XXIV. ~Bazı Yaralar Kanamaz~

5.9K 490 227
                                    

     Oy ve yorum yapmayı unutmayın.           Böylelikle benim de yazma
isteğim  artsın iyi okumalar ♡

      
                                         ❄

Gitmişti...

Terk edip gitmişti beni...

Yağmurun  tüm taneleri bedenimde delici izler bırakırken bedenim tir tir titriyordu.  Soğuğa alışmış olan bedenimi bu akşam yağmurun altına bırakıp arkasına bile bakmadan gitmişti.

Hâlâ yattığım yerden hafif aralık olan demir bahçe kapısına bakıyordum.  Rüzgarın etkisi ile gıcırdayarak çarpıyordu.  Yaydığı ses kulaklarımı tırmalasa da bunu umursamayacak kadar şaşkındı bedenim.

İnsan yaşarken ölür müydü?
Cevabı zaten kendi bedenimden dolayı gayet iyi biliyordum.

Ölürmüş. 

Ölürmüş Ares...

Ruhumu elimde bir çiçek ile uğurlamana gerek kalmadı.  Beklemene gerek kalmadı. Bugün  sen bilmesen de o demir bahçe kapısından çıkıp giden sadece sen değildin.  Ruhum da bu akşam senin ardından çıkıp gitti engel olamadım.

Yüreğimdeki acı o kadar büyük ve keskindi ki her nefes alışımda kalbim daha da acıyordu.  Bedenimin dışından görünmese de içim  kan ağlıyordu.

Bazı yaralar ise asla kanamazdı...

Kanasa sanki acısı biraz daha hafifleyecek olsada kanamıyordu.  Ares'in sözleri ile kalbimde acılan bıçak yaraları asla kanamadı . Kanamadığı  için  veba gibi yayıldı tüm vücuduma acıları.

Dayanmak istiyordum. Güçlü bir kadın olup bunun da üstesinden gelmek için ayağa kalkmak istesem de cesaret edemeyecek kadar yorgundum sanki.

Gözlerimi sımsıkı kapattım.  Gözyaşlarım yerde biriken yağmura karışırken aklıma gelen görüntü ile gözlerimi tekrar araladım.

Zehir sarmaşığı gözler...

Ve ben onun zehrinde can çekişiyordum.

Uzun bir sürenin ardından bedenimin buz gibi olması ile zorlukla ayaklarımın üzerine doğruldum.

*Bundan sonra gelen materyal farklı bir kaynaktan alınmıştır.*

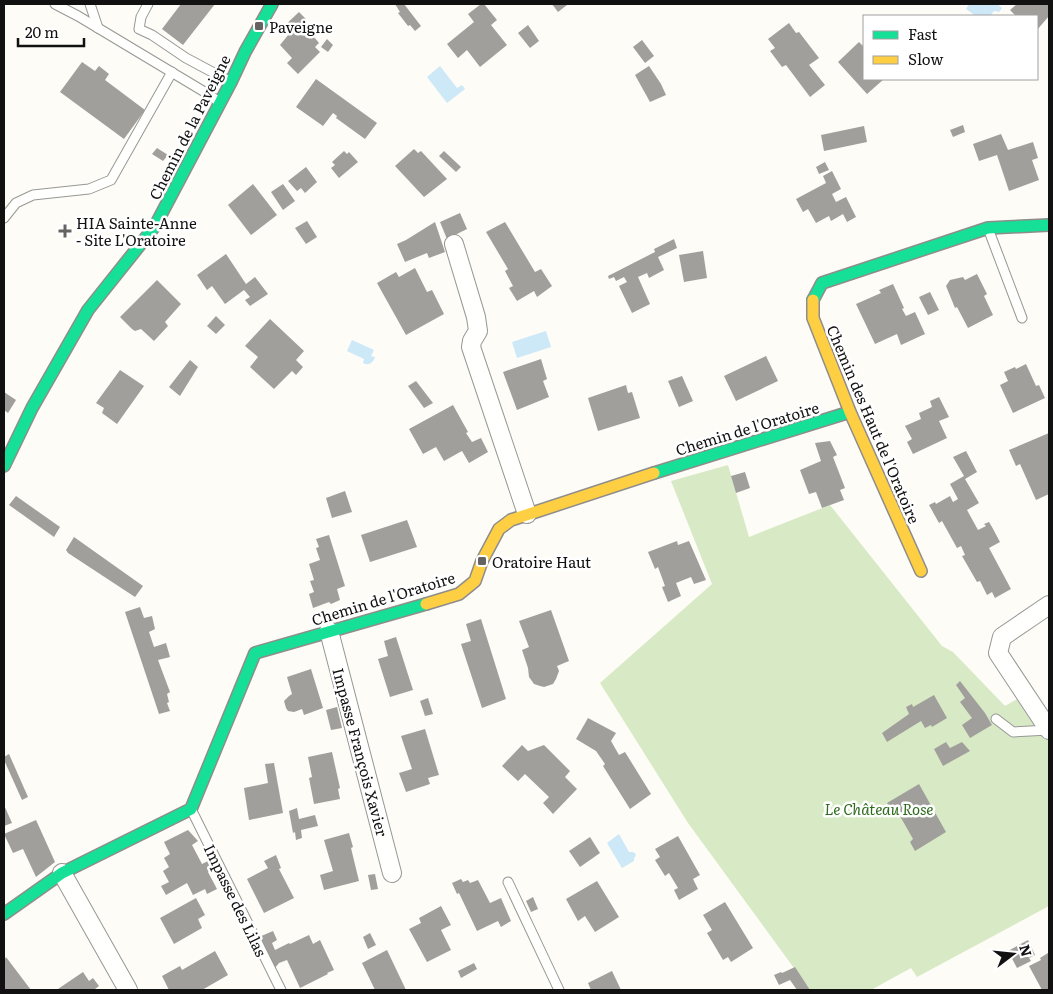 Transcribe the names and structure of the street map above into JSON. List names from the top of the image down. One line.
{"streets":{"street":["Chemin de la Paveigne","Chemin des Haut de l'Oratoire","Chemin de l'Oratoire","Impasse François Xavier"],"lane":["Impasse des Lilas"]},"crossings":[["Chemin des Haut de l'Oratoire","Chemin de l'Oratoire"],["Chemin de l'Oratoire","Impasse François Xavier"],["Chemin de l'Oratoire","Impasse des Lilas"]],"parks":["Le Château Rose"],"places":{"transit":["Paveigne","Oratoire Haut"],"health":["HIA Sainte-Anne - Site L'Oratoire"]},"legend":["Fast","Slow"],"scale_bar":"20 m","north":"right"} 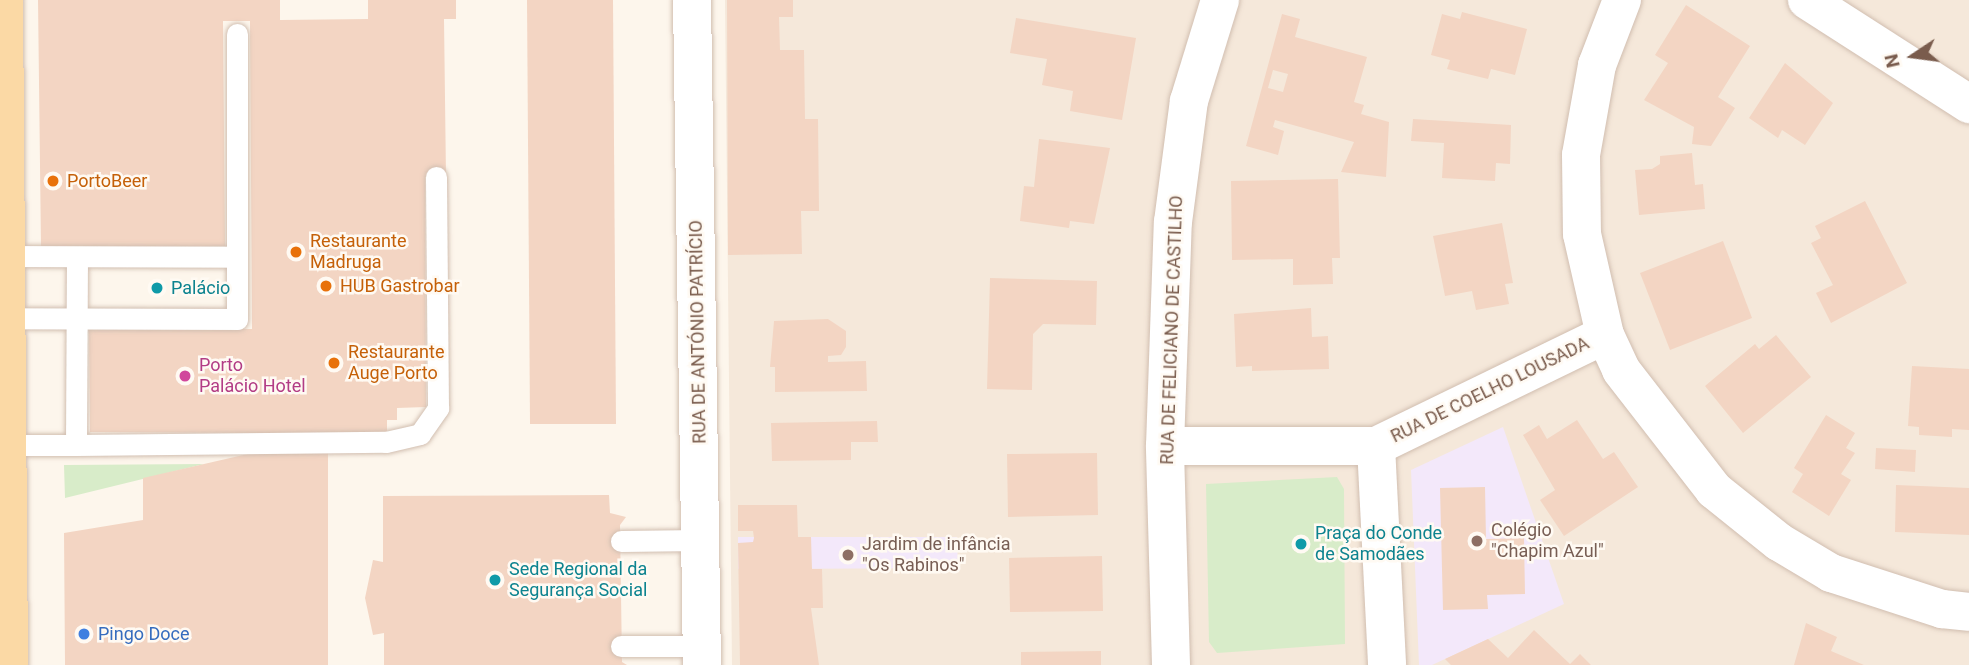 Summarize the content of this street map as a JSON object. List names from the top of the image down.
{
  "streets": {
    "street": ["RUA DE FELICIANO DE CASTILHO", "RUA DE ANTÓNIO PATRÍCIO", "RUA DE COELHO LOUSADA"]
  },
  "places": [
    "PortoBeer",
    "Restaurante Madruga",
    "HUB Gastrobar",
    "Palácio",
    "Restaurante Auge Porto",
    "Porto Palácio Hotel",
    "Colégio \"Chapim Azul\"",
    "Praça do Conde de Samodães",
    "Jardim de infância \"Os Rabinos\"",
    "Sede Regional da Segurança Social",
    "Pingo Doce"
  ],
  "north": "left"
}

Bedenim hâlâ yaşadığım olayın etkisinden çıkamadığı için  zangır zangır titriyordu.  Birkaç adım attım.  Bedenim hiç olmadığı kadar yorgundu. Sanki ölmüş  gibi bir boşluğa düşmüş, ne kadar çıkmak için uğraşsamda  elimden hiç bir şey gelmiyor gibiydi. Neden ben olmak zorundaydım ki?

Neden benimle oynamıştı ki?

Neden onu böyle sevmişken kalbimde bu denli büyük yaralar açmak zorundaydı ki?

Neden ,neden ,neden...

Hâlâ hıçkırıklarım ağzımdan eksik olmuyordu.  O kadar güzel duygular hissettirmişken bir anda ortadan kaybolması ile büyük bir bozguna uğramıştım.  Gerçekler tokat gibi çarpmıştı yüzüme. Bazen fazla bağlanmak iyi değildir derdi annem...

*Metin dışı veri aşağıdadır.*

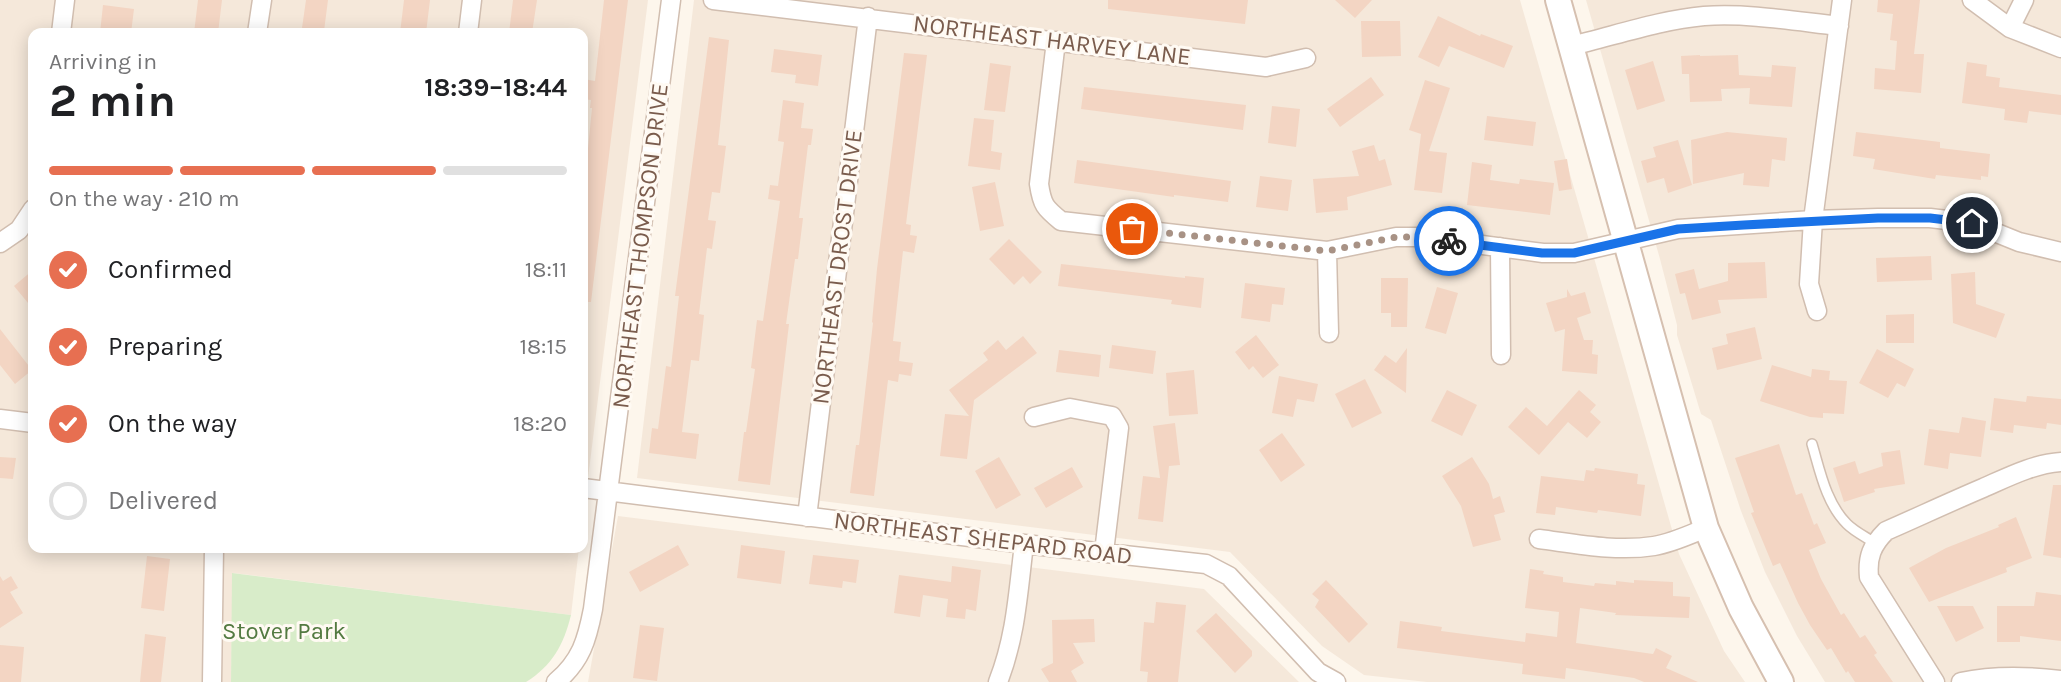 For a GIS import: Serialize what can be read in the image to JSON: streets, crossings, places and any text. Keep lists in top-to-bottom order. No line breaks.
{"streets":{"street":["NORTHEAST HARVEY LANE","NORTHEAST THOMPSON DRIVE","NORTHEAST DROST DRIVE","NORTHEAST SHEPARD ROAD"]},"crossings":[["NORTHEAST HARVEY LANE","NORTHEAST DROST DRIVE"],["NORTHEAST THOMPSON DRIVE","NORTHEAST SHEPARD ROAD"],["NORTHEAST DROST DRIVE","NORTHEAST SHEPARD ROAD"]],"parks":["Stover Park"],"page":{"heading":["2 min","Arriving in","18:39–18:44"],"bar":"On the way · 210 m","list":[["Confirmed","18:11"],["Preparing","18:15"],["On the way","18:20"],"Delivered"]}}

Ne kadar da haklı konuşmuştu zamanında.

Peki Ares'in benim için yaptığı onlarca şeyin yalan olması...

Hiçbir yük bu kadar ağır gelemezdi ruhuma. O kadar ağırdı ki...

Altında her saniye , her dakika, her saat eziliyordu bedenim.

Kalbim göğüskafesimin içinde iyice büzüşmüş, sanki her an yok olacak gibiydi.

Ares'in dediği onlarca cümleyi tek bir celsede yok edecek tek bir şey varken o da gerçekleşmemişti.